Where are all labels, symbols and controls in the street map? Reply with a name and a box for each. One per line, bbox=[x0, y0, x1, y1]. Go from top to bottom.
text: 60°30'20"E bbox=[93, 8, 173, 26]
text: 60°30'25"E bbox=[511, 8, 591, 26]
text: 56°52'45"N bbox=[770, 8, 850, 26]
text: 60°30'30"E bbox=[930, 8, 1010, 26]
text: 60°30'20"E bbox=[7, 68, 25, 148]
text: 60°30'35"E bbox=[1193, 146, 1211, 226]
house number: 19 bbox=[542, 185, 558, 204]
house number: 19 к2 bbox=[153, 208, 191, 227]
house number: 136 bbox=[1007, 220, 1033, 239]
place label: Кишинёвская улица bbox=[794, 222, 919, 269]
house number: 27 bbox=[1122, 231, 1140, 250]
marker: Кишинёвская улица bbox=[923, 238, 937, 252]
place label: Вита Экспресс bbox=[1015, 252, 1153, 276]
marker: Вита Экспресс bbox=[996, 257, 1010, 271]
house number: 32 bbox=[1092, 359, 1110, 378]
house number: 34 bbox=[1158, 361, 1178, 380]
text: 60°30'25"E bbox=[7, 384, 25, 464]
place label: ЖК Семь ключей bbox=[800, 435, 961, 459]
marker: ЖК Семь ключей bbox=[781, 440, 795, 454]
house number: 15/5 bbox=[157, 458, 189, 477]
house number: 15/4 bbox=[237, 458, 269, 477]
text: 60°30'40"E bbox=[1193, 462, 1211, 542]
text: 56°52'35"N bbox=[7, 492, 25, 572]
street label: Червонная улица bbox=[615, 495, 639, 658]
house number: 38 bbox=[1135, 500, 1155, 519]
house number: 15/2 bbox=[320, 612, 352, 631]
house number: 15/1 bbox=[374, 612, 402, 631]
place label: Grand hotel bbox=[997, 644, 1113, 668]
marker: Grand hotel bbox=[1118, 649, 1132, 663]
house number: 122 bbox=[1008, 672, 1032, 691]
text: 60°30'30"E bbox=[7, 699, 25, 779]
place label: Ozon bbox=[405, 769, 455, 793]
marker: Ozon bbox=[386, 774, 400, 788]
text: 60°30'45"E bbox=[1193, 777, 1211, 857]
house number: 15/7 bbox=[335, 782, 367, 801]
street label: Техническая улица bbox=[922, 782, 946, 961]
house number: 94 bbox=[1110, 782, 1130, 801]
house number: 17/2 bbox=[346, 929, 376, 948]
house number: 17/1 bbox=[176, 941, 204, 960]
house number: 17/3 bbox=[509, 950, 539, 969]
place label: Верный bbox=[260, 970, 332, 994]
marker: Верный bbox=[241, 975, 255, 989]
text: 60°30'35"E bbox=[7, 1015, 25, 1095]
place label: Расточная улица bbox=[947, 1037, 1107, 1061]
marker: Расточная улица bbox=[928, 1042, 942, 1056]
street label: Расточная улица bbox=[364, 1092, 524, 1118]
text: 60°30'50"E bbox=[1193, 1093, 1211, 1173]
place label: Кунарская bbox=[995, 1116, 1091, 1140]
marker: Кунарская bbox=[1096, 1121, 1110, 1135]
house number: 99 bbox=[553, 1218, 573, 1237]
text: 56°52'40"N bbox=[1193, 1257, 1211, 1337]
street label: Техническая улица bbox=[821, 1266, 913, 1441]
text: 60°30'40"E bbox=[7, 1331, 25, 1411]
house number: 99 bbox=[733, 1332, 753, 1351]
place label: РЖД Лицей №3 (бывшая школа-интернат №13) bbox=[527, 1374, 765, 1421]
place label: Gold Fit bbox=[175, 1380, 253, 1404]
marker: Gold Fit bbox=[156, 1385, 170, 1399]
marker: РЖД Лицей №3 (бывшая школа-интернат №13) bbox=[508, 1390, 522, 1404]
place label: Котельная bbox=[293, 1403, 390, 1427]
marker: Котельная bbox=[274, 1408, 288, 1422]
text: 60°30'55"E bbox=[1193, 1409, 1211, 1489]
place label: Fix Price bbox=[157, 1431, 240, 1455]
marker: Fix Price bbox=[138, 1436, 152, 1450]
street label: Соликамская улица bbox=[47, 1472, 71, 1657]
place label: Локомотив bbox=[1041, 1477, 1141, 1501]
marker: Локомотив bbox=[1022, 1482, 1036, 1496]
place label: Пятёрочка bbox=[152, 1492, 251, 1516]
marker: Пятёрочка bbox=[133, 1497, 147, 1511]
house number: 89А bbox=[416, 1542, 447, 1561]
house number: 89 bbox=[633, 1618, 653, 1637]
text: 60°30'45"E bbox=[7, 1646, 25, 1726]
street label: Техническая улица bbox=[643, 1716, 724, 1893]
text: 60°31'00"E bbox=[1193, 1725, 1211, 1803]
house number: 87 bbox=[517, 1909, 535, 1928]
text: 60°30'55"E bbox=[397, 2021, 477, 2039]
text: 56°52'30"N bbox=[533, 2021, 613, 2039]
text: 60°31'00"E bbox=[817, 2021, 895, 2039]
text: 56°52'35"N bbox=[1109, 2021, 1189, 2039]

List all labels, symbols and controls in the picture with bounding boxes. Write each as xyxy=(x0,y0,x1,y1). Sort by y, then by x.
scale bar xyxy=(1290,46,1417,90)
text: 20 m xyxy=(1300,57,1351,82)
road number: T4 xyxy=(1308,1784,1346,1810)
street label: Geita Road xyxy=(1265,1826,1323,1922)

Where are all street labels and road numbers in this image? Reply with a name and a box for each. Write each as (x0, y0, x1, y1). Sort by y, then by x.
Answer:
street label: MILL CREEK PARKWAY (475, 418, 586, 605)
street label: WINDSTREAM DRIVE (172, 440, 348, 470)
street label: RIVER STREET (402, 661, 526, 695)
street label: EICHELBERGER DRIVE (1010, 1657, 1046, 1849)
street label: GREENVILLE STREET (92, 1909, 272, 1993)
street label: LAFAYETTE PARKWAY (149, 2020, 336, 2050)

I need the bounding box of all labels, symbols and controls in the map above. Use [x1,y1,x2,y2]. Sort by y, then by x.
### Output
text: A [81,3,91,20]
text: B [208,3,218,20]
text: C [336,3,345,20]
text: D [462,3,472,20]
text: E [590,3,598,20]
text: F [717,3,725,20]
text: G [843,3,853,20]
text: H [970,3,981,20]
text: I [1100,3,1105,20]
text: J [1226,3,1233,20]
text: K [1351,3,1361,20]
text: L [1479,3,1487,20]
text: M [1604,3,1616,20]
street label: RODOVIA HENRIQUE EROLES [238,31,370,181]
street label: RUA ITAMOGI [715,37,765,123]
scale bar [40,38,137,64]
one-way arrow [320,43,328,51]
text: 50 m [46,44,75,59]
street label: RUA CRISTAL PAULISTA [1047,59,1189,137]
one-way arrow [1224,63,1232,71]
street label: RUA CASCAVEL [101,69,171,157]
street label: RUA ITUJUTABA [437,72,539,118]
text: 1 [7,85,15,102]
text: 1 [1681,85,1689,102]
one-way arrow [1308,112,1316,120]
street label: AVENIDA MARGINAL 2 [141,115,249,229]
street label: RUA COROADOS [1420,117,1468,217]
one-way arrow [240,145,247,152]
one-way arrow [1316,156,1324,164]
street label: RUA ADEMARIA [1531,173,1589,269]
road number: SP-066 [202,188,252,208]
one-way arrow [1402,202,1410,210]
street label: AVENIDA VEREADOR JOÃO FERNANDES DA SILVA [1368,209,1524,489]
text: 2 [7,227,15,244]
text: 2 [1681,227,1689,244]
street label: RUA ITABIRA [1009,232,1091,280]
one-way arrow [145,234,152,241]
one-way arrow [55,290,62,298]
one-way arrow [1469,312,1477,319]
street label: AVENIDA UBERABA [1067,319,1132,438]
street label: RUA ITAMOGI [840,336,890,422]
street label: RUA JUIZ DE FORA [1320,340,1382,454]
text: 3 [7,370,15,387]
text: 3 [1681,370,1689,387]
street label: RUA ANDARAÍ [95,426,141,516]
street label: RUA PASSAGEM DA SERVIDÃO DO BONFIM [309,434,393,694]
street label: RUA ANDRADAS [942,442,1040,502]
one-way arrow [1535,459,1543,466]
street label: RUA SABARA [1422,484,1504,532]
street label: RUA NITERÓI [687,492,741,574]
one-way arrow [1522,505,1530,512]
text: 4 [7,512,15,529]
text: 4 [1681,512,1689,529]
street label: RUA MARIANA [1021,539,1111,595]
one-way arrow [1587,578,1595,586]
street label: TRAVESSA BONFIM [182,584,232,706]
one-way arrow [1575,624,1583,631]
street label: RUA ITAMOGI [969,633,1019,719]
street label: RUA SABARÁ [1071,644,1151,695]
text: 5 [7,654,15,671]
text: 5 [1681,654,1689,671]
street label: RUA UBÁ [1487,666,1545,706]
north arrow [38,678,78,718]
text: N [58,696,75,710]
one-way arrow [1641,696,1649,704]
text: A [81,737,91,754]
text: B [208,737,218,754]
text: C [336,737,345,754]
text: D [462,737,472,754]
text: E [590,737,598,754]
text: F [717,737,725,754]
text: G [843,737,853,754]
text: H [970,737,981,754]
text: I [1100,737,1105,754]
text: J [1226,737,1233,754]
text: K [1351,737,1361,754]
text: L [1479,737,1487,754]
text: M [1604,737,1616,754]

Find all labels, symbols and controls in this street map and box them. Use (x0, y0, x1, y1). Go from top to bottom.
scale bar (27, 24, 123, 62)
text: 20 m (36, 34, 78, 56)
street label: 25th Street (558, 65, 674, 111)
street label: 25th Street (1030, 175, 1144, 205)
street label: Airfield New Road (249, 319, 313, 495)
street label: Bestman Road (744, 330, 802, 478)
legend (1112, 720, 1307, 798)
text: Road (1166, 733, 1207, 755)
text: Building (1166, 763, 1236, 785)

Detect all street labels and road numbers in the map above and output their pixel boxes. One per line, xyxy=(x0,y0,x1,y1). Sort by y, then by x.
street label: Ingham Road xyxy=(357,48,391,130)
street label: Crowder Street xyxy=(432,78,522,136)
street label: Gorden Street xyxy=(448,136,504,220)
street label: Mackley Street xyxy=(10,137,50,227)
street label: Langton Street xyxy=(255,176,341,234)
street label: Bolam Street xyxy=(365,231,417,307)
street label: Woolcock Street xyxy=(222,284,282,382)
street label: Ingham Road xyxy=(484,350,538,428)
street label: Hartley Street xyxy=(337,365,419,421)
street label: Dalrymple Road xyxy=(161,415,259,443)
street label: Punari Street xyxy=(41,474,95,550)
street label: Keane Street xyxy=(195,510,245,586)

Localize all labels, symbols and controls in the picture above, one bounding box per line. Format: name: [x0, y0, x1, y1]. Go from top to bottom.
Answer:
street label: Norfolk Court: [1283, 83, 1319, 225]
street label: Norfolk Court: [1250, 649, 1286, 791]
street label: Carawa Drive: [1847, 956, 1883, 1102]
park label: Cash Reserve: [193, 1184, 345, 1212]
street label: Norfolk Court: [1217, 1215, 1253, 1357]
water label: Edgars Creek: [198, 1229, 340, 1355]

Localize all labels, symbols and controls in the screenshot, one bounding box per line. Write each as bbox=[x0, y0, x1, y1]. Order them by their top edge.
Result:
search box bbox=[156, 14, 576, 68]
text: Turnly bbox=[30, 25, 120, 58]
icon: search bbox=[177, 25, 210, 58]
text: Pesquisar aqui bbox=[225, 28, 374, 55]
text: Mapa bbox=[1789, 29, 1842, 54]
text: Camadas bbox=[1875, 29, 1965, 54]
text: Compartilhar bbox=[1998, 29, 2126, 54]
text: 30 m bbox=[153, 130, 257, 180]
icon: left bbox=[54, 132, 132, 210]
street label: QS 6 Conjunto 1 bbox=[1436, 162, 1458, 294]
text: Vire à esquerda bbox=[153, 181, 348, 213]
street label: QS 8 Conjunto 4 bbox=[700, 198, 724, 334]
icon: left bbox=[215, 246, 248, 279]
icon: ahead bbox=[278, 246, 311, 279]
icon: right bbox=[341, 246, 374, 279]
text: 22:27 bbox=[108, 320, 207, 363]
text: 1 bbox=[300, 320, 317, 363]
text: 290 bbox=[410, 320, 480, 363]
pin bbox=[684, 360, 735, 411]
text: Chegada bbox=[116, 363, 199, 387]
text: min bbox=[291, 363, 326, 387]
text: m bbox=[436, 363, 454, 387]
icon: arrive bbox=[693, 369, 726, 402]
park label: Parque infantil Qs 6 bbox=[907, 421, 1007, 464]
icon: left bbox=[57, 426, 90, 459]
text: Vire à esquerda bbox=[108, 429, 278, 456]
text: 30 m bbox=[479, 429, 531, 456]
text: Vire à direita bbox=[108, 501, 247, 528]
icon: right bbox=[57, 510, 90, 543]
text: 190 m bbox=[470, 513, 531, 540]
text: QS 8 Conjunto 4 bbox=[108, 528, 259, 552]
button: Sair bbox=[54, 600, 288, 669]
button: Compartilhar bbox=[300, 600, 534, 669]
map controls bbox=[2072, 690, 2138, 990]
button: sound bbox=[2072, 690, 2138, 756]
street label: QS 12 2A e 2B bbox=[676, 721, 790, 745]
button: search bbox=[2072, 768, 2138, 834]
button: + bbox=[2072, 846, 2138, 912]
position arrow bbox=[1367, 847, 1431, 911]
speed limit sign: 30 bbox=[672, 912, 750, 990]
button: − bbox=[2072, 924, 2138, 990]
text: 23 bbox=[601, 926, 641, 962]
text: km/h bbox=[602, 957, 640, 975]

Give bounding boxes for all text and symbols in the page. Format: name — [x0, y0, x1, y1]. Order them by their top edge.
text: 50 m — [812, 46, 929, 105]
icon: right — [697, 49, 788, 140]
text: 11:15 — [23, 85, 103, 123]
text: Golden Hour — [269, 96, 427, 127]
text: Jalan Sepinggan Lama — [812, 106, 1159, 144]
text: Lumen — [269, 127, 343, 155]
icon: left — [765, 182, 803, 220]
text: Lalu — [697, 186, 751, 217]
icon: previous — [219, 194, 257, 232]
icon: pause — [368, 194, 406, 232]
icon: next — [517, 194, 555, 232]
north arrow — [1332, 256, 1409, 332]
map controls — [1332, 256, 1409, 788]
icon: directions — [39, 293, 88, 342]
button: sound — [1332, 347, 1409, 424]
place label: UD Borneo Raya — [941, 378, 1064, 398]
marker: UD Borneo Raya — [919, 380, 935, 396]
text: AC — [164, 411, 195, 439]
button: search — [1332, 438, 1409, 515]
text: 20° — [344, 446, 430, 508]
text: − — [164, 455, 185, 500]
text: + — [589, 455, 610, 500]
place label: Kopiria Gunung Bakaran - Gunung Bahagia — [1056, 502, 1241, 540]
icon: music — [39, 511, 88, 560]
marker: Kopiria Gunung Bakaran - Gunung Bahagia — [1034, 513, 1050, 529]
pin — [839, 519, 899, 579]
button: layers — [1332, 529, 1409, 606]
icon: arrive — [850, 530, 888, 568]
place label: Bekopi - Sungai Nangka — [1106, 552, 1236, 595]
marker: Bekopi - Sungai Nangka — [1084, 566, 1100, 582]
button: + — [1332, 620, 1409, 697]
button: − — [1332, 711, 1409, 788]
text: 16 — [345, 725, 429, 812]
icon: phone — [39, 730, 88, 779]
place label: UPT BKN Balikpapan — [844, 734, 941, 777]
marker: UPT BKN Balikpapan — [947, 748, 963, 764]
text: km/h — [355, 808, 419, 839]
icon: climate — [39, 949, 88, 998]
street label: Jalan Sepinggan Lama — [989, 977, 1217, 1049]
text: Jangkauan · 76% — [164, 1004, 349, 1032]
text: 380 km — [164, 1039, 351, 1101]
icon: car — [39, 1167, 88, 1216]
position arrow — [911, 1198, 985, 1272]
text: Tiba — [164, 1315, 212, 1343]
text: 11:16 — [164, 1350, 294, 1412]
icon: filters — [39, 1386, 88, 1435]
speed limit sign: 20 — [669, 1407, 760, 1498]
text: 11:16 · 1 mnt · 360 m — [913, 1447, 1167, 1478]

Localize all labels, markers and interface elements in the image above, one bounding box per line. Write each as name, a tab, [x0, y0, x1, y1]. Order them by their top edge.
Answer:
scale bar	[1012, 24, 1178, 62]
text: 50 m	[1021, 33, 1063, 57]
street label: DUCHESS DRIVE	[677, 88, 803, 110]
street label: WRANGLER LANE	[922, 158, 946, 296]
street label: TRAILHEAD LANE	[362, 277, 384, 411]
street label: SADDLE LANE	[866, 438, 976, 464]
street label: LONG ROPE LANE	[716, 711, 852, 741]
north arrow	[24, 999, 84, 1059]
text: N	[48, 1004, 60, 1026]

──────────

▸ TASK STATEMENT
The required answer is the run of lines above, starting at the line with "Detect all street" and ending at the line with "Localize all labels, symbols and controls in the screenshot, one", reproduced exactly with both ends.

▸ RESULT
Detect all street labels and road numbers in the map above and output their pixel boxes. One per line, xyxy=(x0,y0,x1,y1). Sort by y, then by x.
street label: Ingham Road xyxy=(357,48,391,130)
street label: Crowder Street xyxy=(432,78,522,136)
street label: Gorden Street xyxy=(448,136,504,220)
street label: Mackley Street xyxy=(10,137,50,227)
street label: Langton Street xyxy=(255,176,341,234)
street label: Bolam Street xyxy=(365,231,417,307)
street label: Woolcock Street xyxy=(222,284,282,382)
street label: Ingham Road xyxy=(484,350,538,428)
street label: Hartley Street xyxy=(337,365,419,421)
street label: Dalrymple Road xyxy=(161,415,259,443)
street label: Punari Street xyxy=(41,474,95,550)
street label: Keane Street xyxy=(195,510,245,586)

Localize all labels, symbols and controls in the picture above, one bounding box per line. Format: name: [x0, y0, x1, y1]. Go from top to bottom.
Answer:
street label: Norfolk Court: [1283, 83, 1319, 225]
street label: Norfolk Court: [1250, 649, 1286, 791]
street label: Carawa Drive: [1847, 956, 1883, 1102]
park label: Cash Reserve: [193, 1184, 345, 1212]
street label: Norfolk Court: [1217, 1215, 1253, 1357]
water label: Edgars Creek: [198, 1229, 340, 1355]

Localize all labels, symbols and controls in the screenshot, one bounding box per line. Write each as bbox=[x0, y0, x1, y1]. Order them by their top edge.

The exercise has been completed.